[[ DATA SECTION open ]]

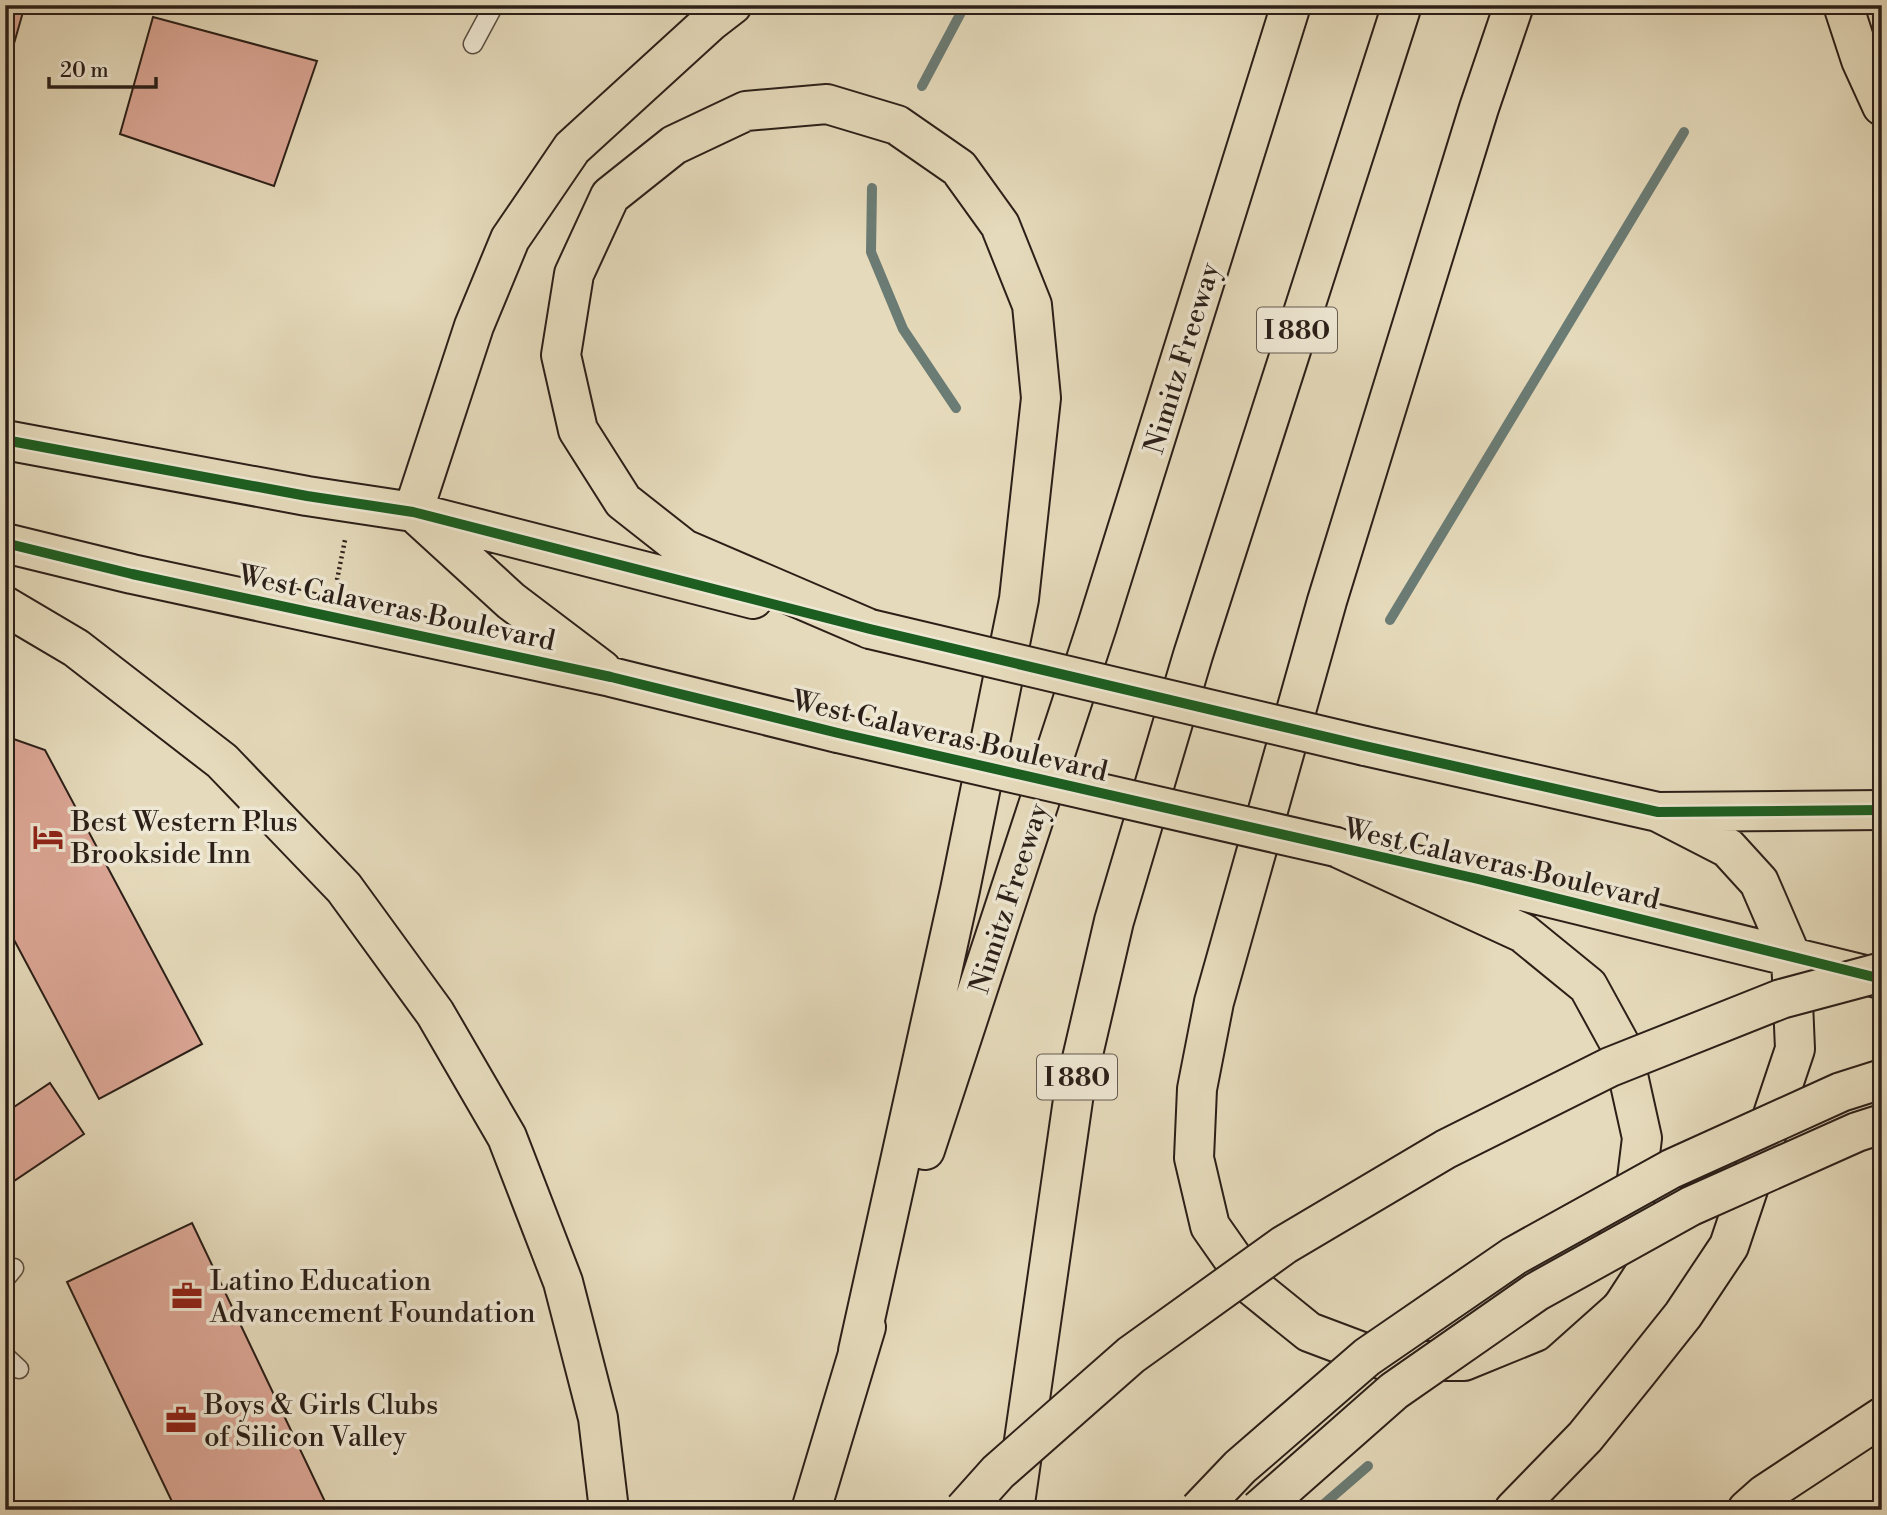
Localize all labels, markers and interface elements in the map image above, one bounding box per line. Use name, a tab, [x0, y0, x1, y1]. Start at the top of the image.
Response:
scale bar	[49, 46, 156, 90]
text: 20 m	[60, 58, 109, 84]
street label: Nimitz Freeway	[1137, 258, 1228, 458]
road number: I 880	[1257, 308, 1337, 352]
street label: West Calaveras Boulevard	[234, 558, 558, 659]
street label: West Calaveras Boulevard	[787, 683, 1111, 790]
street label: Nimitz Freeway	[962, 799, 1057, 998]
place label: Best Western Plus Brookside Inn	[70, 805, 298, 872]
street label: West Calaveras Boulevard	[1339, 811, 1663, 918]
hotel icon: Best Western Plus Brookside Inn	[31, 820, 65, 854]
road number: I 880	[1037, 1054, 1117, 1100]
place label: Latino Education Advancement Foundation	[209, 1264, 536, 1331]
office icon: Latino Education Advancement Foundation	[170, 1279, 204, 1313]
place label: Boys & Girls Clubs of Silicon Valley	[203, 1388, 438, 1455]
office icon: Boys & Girls Clubs of Silicon Valley	[164, 1403, 198, 1437]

[[ DATA SECTION closed ]]

## EXERCISE
Output the data above exactly, excluding images.

## SOLUTION FOR THIS PROBLEM
Localize all labels, markers and interface elements in the map image above, one bounding box per line. Use name, a tab, [x0, y0, x1, y1]. Start at the top of the image.
Response:
scale bar	[49, 46, 156, 90]
text: 20 m	[60, 58, 109, 84]
street label: Nimitz Freeway	[1137, 258, 1228, 458]
road number: I 880	[1257, 308, 1337, 352]
street label: West Calaveras Boulevard	[234, 558, 558, 659]
street label: West Calaveras Boulevard	[787, 683, 1111, 790]
street label: Nimitz Freeway	[962, 799, 1057, 998]
place label: Best Western Plus Brookside Inn	[70, 805, 298, 872]
street label: West Calaveras Boulevard	[1339, 811, 1663, 918]
hotel icon: Best Western Plus Brookside Inn	[31, 820, 65, 854]
road number: I 880	[1037, 1054, 1117, 1100]
place label: Latino Education Advancement Foundation	[209, 1264, 536, 1331]
office icon: Latino Education Advancement Foundation	[170, 1279, 204, 1313]
place label: Boys & Girls Clubs of Silicon Valley	[203, 1388, 438, 1455]
office icon: Boys & Girls Clubs of Silicon Valley	[164, 1403, 198, 1437]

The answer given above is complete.